NorBERTo: A ModernBERT Model Trained for Portuguese with 331 Billion Tokens Corpus
New Portuguese language model beats baselines with 0.9191 F1 on MRPC
A team of researchers led by Enzo S. N. Silva has released NorBERTo, a new encoder-only language model for Portuguese built on the ModernBERT architecture. The model is trained on Aurora-PT, a newly curated corpus of 331 billion GPT-2 tokens sourced from diverse web content and existing multilingual datasets — making it the largest openly available monolingual Portuguese corpus to date. NorBERTo leverages ModernBERT's long-context support and efficient attention mechanisms, enabling it to handle longer documents while remaining computationally practical for real-world deployment.

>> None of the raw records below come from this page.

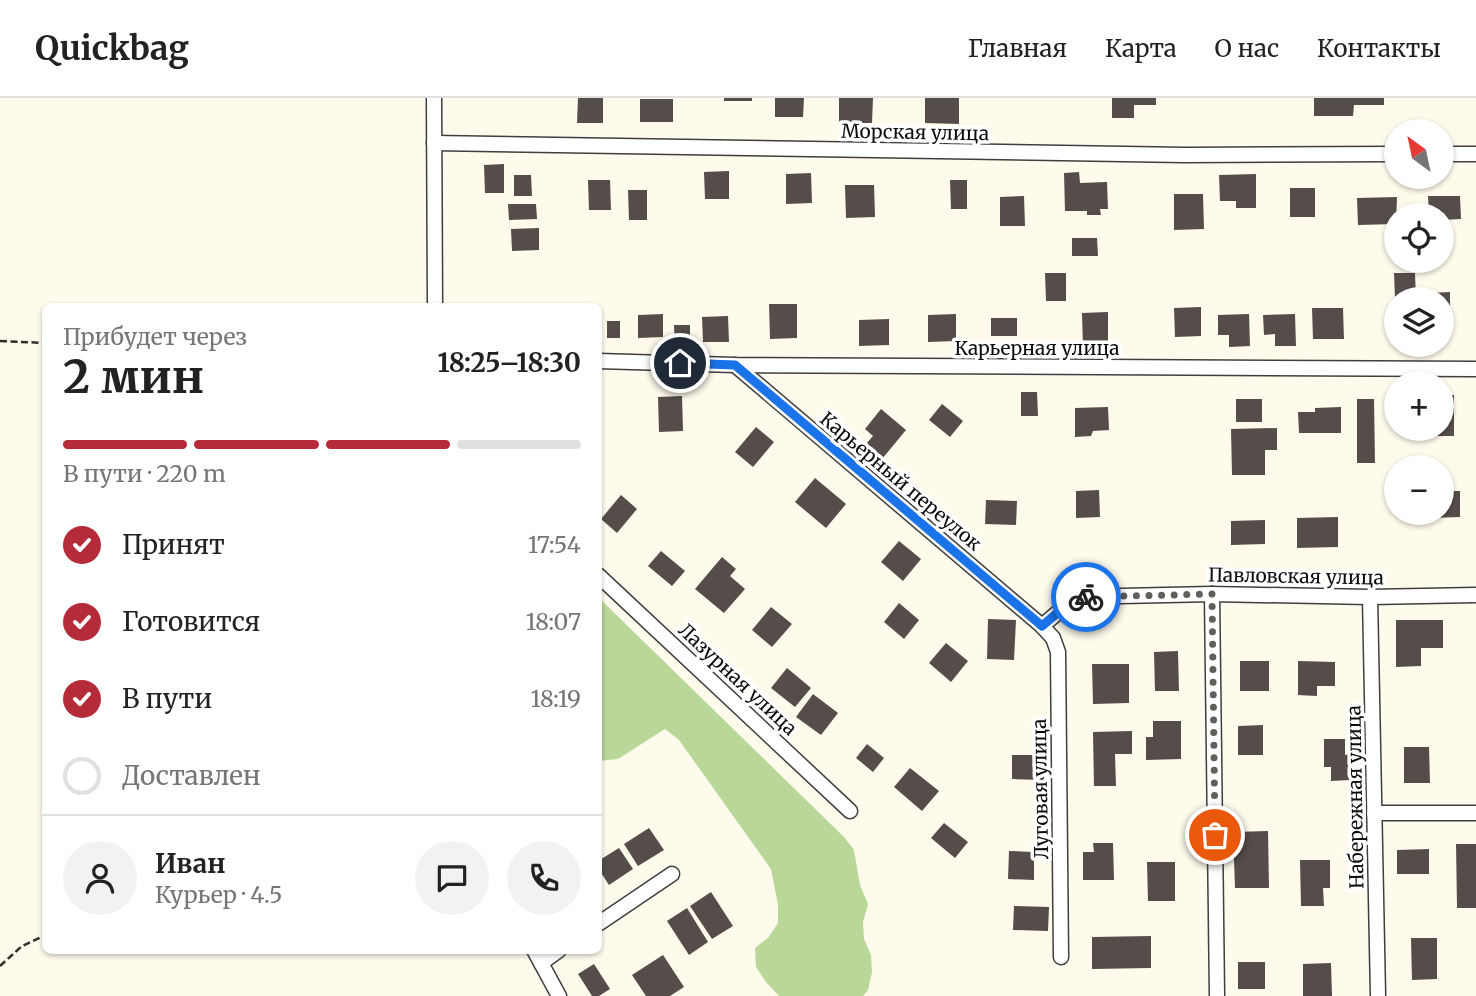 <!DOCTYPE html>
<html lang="ru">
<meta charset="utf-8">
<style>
body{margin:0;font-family:Merriweather,serif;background:#f2f2f2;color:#222;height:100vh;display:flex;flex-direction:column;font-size:26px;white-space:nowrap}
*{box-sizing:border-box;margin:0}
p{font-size:23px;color:#767676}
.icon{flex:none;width:38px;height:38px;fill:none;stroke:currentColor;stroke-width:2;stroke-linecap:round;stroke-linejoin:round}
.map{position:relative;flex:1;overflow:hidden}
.side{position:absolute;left:42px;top:205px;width:560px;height:651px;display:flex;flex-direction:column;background:#fff;border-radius:10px;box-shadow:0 2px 5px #0004}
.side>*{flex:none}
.needle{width:46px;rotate:327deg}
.fabs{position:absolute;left:1384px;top:21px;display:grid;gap:14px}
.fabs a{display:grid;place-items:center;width:70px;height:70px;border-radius:50%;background:#fff;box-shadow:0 2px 5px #0004;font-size:35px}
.pin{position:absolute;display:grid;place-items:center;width:60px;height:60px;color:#fff;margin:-30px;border:4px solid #fff;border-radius:50%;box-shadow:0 2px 7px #0007}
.courier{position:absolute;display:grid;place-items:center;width:70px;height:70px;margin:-35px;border:5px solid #1a73e8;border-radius:50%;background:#fff;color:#222;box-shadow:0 2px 9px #0007}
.head em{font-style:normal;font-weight:700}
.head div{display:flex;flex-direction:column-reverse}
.head{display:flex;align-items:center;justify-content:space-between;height:119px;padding:0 21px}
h1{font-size:46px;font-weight:700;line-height:52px}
.bar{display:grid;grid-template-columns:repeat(4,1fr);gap:10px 7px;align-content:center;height:84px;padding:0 21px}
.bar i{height:9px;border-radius:5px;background:#e0e0e0}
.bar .on{background:#b62b39}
.bar p{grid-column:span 4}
.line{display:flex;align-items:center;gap:18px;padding:0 21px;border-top:2px solid #e0e0e0}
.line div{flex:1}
.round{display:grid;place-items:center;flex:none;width:74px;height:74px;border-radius:37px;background:#f2f2f2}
ol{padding:0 21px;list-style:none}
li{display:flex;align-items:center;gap:21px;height:77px}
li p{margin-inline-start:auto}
li .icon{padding:7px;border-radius:50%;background:#b62b39;color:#fff;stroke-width:4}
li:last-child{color:#767676}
li i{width:38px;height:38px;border:4px solid #e0e0e0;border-radius:50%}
header{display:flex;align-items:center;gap:42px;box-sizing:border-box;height:98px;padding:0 35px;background:#fff;border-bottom:2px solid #e0e0e0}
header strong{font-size:33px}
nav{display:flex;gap:38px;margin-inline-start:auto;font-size:24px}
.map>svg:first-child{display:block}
.forest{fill:#b8d798}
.building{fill:#544d49}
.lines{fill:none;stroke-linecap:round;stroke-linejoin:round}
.minor-casing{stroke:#3f3f3f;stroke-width:17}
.path{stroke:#2e2e2e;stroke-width:2.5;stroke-dasharray:7 3.5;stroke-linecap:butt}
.minor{stroke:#fff;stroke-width:14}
.done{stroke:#615f5a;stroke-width:7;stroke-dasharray:0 12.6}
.route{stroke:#1a73e8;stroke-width:9}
.labels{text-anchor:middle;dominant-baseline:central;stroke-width:7;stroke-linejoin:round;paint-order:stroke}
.street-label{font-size:19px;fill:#0c0c0c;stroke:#fff}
</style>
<header>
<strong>Quickbag</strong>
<nav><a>Главная</a><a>Карта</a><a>О нас</a><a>Контакты</a></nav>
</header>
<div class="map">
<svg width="1476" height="898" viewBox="0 0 1476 898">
<rect width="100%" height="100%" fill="#fefaec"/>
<polygon class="forest" points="598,499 844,739 854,752 860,787 868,806 863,824 864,841 871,857 872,874 868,892 863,898 779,898 766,884 756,869 755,850 768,840 778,825 778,807 771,771 679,642 665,631 618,661 599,663"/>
<g class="building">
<polygon points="578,0 603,0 603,25 577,25"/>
<rect x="724" y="0" width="28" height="3"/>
<polygon points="775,0 804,0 803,19 775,19"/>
<polygon points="839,0 873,0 872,25 839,25"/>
<polygon points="925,0 959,0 959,26 925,25"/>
<polygon points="1112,0 1156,0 1156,7 1134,7 1134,20 1112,20"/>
<polygon points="1314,0 1384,0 1384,7 1354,7 1353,18 1314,18"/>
<rect x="640" y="1" width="33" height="23"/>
<polygon points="504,66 504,95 485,95 484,67"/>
<polygon points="729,73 729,101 705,101 704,74"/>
<polygon points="1079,74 1080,85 1107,84 1108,111 1100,111 1101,117 1087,117 1087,113 1065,113 1064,75"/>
<polygon points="811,75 812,105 786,106 786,76"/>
<polygon points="1256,76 1256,110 1236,110 1236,103 1220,103 1219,77"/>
<polygon points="514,77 531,77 532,98 514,98"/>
<polygon points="588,82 610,82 611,112 589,112"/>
<polygon points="950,82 967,82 967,111 951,111"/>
<polygon points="845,87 874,87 875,119 846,120"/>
<rect x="1290" y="90" width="25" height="29"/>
<polygon points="628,92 647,92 647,122 629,122"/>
<polygon points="1174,96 1203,96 1204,131 1174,132"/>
<polygon points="1024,98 1025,128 1000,128 1000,99"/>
<polygon points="1428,98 1460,98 1461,121 1442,122 1442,117 1429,117"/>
<polygon points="1397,99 1396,126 1358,127 1357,100"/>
<polygon points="508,106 536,106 537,121 509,122"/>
<polygon points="539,130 539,152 512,153 511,131"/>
<polygon points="1072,140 1097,140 1098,158 1072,158"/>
<polygon points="1045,175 1066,175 1066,203 1046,203"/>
<polygon points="1394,175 1415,175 1416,201 1395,201"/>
<polygon points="1450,194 1450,215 1442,216 1442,201 1430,201 1430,195"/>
<polygon points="769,206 797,206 797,240 770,241"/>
<polygon points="1201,209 1201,238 1175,239 1174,210"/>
<polygon points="1312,210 1343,210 1344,241 1313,241"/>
<polygon points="1108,214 1108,248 1083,249 1082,215"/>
<polygon points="663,216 663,239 638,240 638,217"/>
<polygon points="956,216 956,243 928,244 928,217"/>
<polygon points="1249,216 1250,248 1229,249 1229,237 1218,237 1218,217"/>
<polygon points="1295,216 1296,248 1275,248 1275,236 1264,237 1263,217"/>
<polygon points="728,218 729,244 703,244 702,219"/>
<rect x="991" y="220" width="26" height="18"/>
<polygon points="889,221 889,247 859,248 859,222"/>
<rect x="607" y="223" width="13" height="17"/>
<polygon points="674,227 690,227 690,248 675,249"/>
<polygon points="1021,294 1037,294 1038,318 1021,318"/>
<polygon points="1442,297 1454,297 1454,338 1431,338 1431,331 1442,331"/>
<polygon points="682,298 683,333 659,334 658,299"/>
<rect x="1236" y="301" width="26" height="23"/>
<polygon points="1357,301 1374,301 1375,365 1357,365"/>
<polygon points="942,306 963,323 950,339 929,322"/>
<polygon points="1108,309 1109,332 1093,333 1091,338 1075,339 1075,310"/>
<polygon points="1341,309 1341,335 1299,335 1298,314 1315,314 1315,310"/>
<polygon points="881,311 906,332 882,361 865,347 873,338 865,331"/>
<polygon points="756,329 774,344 753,369 735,354"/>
<polygon points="1277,330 1277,352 1265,352 1265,377 1232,377 1231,331"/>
<polygon points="815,380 846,406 826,430 795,404"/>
<polygon points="1099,392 1100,419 1076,420 1076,393"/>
<polygon points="1442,393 1460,393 1460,419 1431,420 1431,415 1442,415"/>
<polygon points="621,397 637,411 617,435 601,421"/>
<polygon points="986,402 1017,403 1016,427 985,426"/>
<polygon points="1338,419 1338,449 1297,450 1297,420"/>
<polygon points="1265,422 1265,446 1231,447 1231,423"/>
<polygon points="899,443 921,461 903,483 881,464"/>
<polygon points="661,453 685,473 672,488 648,468"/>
<polygon points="722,459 736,471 730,478 745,491 724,515 695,491"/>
<polygon points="899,505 919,522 904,541 884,524"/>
<polygon points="771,509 792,526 772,549 752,532"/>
<polygon points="988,521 1016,522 1014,562 987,561"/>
<polygon points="1396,522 1443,522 1443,550 1421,550 1421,568 1396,569"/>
<polygon points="946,545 968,563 951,584 929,565"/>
<polygon points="1178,553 1179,593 1155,593 1154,554"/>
<rect x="1240" y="563" width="29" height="30"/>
<polygon points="1298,563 1335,564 1335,588 1317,588 1317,598 1298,597"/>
<polygon points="1092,566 1129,566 1129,605 1093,606"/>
<polygon points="787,570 811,590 795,609 771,590"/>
<polygon points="813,596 838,615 821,637 796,619"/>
<polygon points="1153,623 1181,623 1181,661 1146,662 1146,639 1153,639"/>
<polygon points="1263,627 1263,657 1238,657 1238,628"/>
<polygon points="1132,633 1132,656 1115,656 1116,688 1094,688 1093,634"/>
<polygon points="1324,641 1345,641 1345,657 1350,656 1350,682 1331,683 1331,669 1324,669"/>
<polygon points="867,646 884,660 873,674 856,660"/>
<polygon points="1404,649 1429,649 1430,685 1404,685"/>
<polygon points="1012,657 1045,657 1044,682 1012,681"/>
<polygon points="910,670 939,693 922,713 894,689"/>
<polygon points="944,725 968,744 955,760 931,740"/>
<polygon points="649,730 664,752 638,768 624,746"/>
<polygon points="1268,733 1269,790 1235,790 1233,734"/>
<polygon points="1093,745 1113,745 1114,782 1083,782 1083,754 1094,754"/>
<polygon points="1456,746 1476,746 1476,810 1457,810"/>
<polygon points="619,750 633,771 609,787 598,770 598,763"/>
<polygon points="1429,751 1429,776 1397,776 1397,752"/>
<polygon points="1009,753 1034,754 1034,782 1008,781"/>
<polygon points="1300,762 1330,762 1330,790 1323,790 1324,808 1301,808"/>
<polygon points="1147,764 1175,764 1175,803 1148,803"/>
<polygon points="711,794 733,828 712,841 690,808"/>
<polygon points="1014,808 1049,809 1048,833 1013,832"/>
<polygon points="687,810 708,844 689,857 667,823"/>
<polygon points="1151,838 1151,870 1092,871 1092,839"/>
<polygon points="1411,840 1437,840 1437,881 1412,882"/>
<polygon points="663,857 684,889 670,898 646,898 632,877"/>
<rect x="1238" y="864" width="27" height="27"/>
<polygon points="1331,865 1332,898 1303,898 1303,866"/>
<polygon points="594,866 610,891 599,898 592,898 578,876"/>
</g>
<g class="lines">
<defs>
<g id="minor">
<polyline points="434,0 435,208"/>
<polyline points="434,45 1185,57 1396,56"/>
<polyline points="1442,56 1476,56"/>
<polyline points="598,263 735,267 1476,271"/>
<polyline points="735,267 1042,528 1053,540 1058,554 1061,859"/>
<polyline points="598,477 850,713"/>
<polyline points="1212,496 1217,898"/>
<polyline points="1370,499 1378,898"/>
<polyline points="1042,528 1076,499 1212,496 1370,499 1476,497"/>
<polyline points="1374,715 1476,715"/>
<polyline points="598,826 672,776"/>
<polyline points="534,852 559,898"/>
<polyline points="541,865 559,852"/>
</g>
</defs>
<use href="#minor" class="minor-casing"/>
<g class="path">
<polyline points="0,243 46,245"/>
<polyline points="0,868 22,848 46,837"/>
</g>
<use href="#minor" class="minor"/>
</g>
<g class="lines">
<polyline class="done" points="1086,499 1212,496 1215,737"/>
<polyline class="route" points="680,265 735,267 1042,528 1076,499 1086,499"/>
</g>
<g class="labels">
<g class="street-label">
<text transform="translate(915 34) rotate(1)">Морская улица</text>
<text x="1037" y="250">Карьерная улица</text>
<text transform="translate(901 383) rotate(40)">Карьерный переулок</text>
<text transform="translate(1296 478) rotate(1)">Павловская улица</text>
<text transform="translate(738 581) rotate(43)">Лазурная улица</text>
<text transform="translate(1040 691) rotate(-91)">Луговая улица</text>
<text transform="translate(1355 699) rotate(-91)">Набережная улица</text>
</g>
</g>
</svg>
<div class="fabs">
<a><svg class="needle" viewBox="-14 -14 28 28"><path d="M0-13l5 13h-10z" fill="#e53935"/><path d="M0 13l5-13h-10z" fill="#767676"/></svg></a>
<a><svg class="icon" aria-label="locate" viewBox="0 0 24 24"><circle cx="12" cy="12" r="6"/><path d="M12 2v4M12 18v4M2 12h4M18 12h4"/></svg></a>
<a><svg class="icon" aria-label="layers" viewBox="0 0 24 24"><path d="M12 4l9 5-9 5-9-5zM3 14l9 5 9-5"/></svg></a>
<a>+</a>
<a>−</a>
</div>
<div class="pin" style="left:1215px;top:737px;background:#ea580c"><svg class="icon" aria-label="bag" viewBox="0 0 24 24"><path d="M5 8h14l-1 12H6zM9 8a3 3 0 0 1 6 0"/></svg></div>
<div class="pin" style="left:680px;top:265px;background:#1f2937"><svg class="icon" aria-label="home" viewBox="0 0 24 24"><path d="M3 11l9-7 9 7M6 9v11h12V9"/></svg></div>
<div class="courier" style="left:1086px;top:499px"><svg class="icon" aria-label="bike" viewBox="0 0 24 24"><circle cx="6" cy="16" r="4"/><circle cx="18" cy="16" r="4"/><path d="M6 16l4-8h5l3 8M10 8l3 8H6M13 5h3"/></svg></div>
<section class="side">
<div class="head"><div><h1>2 мин</h1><p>Прибудет через</p></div><em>18:25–18:30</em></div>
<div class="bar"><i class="on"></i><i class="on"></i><i class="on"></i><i></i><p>В пути · 220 m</p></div>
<ol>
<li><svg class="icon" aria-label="check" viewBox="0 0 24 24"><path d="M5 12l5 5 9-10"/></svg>Принят<p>17:54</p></li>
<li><svg class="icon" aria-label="check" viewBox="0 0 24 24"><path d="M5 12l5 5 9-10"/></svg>Готовится<p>18:07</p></li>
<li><svg class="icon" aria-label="check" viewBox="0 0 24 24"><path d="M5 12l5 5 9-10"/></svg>В пути<p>18:19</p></li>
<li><i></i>Доставлен</li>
</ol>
<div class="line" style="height:126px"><a class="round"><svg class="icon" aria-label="person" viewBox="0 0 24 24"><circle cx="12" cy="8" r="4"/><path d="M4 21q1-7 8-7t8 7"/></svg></a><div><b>Иван</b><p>Курьер · 4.5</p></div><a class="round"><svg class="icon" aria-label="chat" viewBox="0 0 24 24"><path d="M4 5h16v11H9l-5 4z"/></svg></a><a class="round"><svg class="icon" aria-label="phone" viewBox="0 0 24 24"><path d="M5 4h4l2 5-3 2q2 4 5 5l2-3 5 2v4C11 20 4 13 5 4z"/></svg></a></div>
</section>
</div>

In systematic benchmarks against strong baselines like BERTimbau and Albertina PT-BR, NorBERTo-large achieved top scores on the PLUE benchmark suite, notably 0.9191 F1 on MRPC (paraphrase detection) and 0.7689 accuracy on RTE (recognizing textual entailment). On ASSIN 2, it attained the highest entailment F1 (~0.904) among all encoder models evaluated, though larger models still lead on some tasks. The model is designed for straightforward fine-tuning and efficient serving, making it a strong candidate for downstream applications such as semantic search, classification, and retrieval-augmented generation in Portuguese.
- NorBERTo is based on ModernBERT architecture with long-context support and efficient attention mechanisms.
- Trained on Aurora-PT, the largest open monolingual Portuguese corpus (331B GPT-2 tokens).
- Outperforms baselines on PLUE: 0.9191 F1 on MRPC and 0.7689 accuracy on RTE.
Why It Matters
Advances Portuguese NLP with a modern, efficient encoder for fine-tuning and retrieval-augmented generation.